Pan! T'es cyber-mort!

Bluetouff vous a proposé hier une analyse en profondeur des concepts de cyber-guerre et concepts dérivés. Je me permets d'apporter ma pierre à l'édifice avec une réflexion qui m'était venue après la découverte de Stuxnet. Il y a une dizaine d’années, Kitetoa.com lançait une phrase qui allait être reprise ici ou là : « la cyber-guerre, ça fait des cyber-morts ».

Bluetouff vous a proposé hier une analyse en profondeur des concepts de cyber-guerre et concepts dérivés. Je me permets d'apporter ma pierre à l'édifice avec une réflexion qui m'était venue après la découverte de Stuxnet.

Il y a une dizaine d’années, Kitetoa.com lançait une phrase qui allait être reprise ici ou là : « la cyber-guerre, ça fait des cyber-morts ». L’idée était de dégonfler autant que faire se peut le concept venu d’outre-Atlantique selon lequel, avec l’avènement d’Internet, il était possible de mettre à genoux un pays en utilisant des attaques informatiques.

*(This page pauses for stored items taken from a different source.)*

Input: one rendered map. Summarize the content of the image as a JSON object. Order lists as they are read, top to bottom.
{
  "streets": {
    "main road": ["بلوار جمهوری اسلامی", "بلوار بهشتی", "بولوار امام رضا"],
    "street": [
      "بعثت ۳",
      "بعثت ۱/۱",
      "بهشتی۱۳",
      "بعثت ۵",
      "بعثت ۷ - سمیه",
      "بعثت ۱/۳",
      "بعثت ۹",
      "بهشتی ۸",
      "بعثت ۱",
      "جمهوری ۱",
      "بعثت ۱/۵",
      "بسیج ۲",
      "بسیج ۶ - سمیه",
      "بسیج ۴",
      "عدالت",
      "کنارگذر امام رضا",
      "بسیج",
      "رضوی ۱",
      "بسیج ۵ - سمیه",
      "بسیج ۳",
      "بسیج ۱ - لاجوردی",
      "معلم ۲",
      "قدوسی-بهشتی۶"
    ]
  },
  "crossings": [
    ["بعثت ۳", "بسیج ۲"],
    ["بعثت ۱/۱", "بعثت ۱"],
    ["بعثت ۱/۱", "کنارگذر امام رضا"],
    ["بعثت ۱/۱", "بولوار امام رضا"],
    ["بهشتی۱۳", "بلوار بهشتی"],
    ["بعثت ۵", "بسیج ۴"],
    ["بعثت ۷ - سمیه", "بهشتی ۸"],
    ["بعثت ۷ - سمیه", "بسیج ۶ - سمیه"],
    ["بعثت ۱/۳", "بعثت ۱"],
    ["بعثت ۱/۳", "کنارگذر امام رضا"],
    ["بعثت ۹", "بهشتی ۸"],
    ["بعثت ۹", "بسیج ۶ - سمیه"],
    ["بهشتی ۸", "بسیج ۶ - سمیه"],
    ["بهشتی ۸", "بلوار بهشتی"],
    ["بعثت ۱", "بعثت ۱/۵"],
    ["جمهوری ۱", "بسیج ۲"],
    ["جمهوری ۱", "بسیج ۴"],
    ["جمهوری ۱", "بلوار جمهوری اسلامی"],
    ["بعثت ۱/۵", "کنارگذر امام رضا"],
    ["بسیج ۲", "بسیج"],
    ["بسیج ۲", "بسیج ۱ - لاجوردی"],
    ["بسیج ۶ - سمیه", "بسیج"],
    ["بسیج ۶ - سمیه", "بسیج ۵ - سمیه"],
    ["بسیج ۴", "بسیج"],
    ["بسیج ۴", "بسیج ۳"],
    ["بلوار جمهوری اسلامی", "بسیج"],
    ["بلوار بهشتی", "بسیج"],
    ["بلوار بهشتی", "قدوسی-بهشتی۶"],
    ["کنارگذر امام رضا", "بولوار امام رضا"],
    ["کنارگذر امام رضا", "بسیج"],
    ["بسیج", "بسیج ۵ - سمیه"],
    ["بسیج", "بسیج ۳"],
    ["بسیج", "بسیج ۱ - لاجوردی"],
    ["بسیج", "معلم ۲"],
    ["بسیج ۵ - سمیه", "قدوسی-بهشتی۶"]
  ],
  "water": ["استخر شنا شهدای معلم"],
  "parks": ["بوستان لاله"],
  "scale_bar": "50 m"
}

Soyons clairs, il est effectivement possible de réduire à néant l’économie de marché, à l’échèle mondiale en quelques jours (de cyber-guerre). Mais cela n’arrivera pas. En attendant, la cyber-guerre continuera de faire des cyber-morts. C’est à dire qu’elle fera tomber quelques serveurs, une ou deux usines ou paralysera quelques heures tel ou tel serveur Web.

Rien de grave donc face aux centaines de milliers de morts que créent les vraies guerres, les politiques de certains gouvernements ou celles d’entreprises pour qui profits riment in fine avec destruction de populations.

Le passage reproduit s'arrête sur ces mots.